Stone Monkey, Tuesday, 24 August 2010 20:42 (fifteen years ago)

Realised that being on the school chess team, into computers, and in the top set for maths was probably nerd critical already

hahahahaha

F-Unit (Ste), Tuesday, 24 August 2010 21:12 (fifteen years ago)

i tried merp. well kindov. didn't really have anyone to try it with. so i spent all my time making maps and designing game settings, for no particular reason other than my own sadistic pleasure.

although well before that, when i was about 13, my american friend tried to tell me about d&d and we were a bit excited by the concept. so i spent months designing this whole island and its npcs and treasure locations blah blah. which he played, with me as GM, but there were no dice or stats, it was all just verbal gameplay. good times really.

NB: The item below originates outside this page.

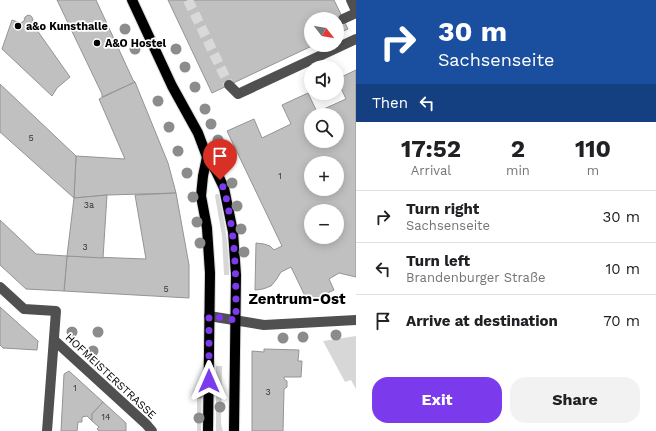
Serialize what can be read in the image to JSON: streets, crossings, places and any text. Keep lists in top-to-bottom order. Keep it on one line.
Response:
{"streets":{"street":["HOFMEISTERSTRASSE"]},"districts":["Zentrum-Ost"],"places":["a&o Kunsthalle","A&O Hostel"],"house_numbers":["5","1","3a","3","5","1","3","14"],"north":"bottom right","page":{"turn":["30 m","Sachsenseite"],"map_buttons":["+","−"],"then":"Then","eta":["17:52","Arrival","2","min","110","m"],"list":[{"name":"Turn right","note":"Sachsenseite","value":"30 m"},{"name":"Turn left","note":"Brandenburger Straße","value":"10 m"},{"name":"Arrive at destination","value":"70 m"}],"buttons":["Exit","Share"]}}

F-Unit (Ste), Tuesday, 24 August 2010 21:16 (fifteen years ago)

xp that still culminated in an anonymous phone call where the caller told me "we don't want you on our chess team, because you're a nerd!". I take a perverse pride in being too nerdy even for a chess team full of alpha nerds.

Les centimètres énigmatiques (snoball), Tuesday, 24 August 2010 21:57 (fifteen years ago)

I feel like reading sourcebooks is such a totally different hobby to actually playing the things - like, different pleasure, different demographic, everything?

Lamp is your game very combat focussed? Do people try and game/minimax the combat? That is really my big worry with 4e, not having played it yet - if I'm playing a stupid character, will I end up saying things like 'well, it's got a 7 square movement, so I'll wait eight squares back", rather than "Gonjuru hates goblins! CHARGE"? I mean obviously the answer is 'not unless you want to' but I'm interested in the vibe the game sets up.

Gravel Puzzleworth, Tuesday, 24 August 2010 23:22 (fifteen years ago)

because 4e is so combat focused & because you're given so many build options it hard not to optimize your character, really. i mean the flavor of the powers is p minimal imo & the game works so much better if your character is well built that it doesnt really make sense to have a lot of role-play related combats. thats the balance weve struck: combat is almost a separate thing that plays a little video game-y i.e. tactically rather role play & then outside of combat we do more role play intensive, story-focused stuff w/ our characters.

obv it depends heavily on your dm (although if you're playing the prefab encounters they are tailored towards min/max style characters) & what sort of playing style they want to promote. & its totally possible to integrate your conception of your character into how you approach combat. but thats not really the way the game is built

Lamp, Tuesday, 24 August 2010 23:38 (fifteen years ago)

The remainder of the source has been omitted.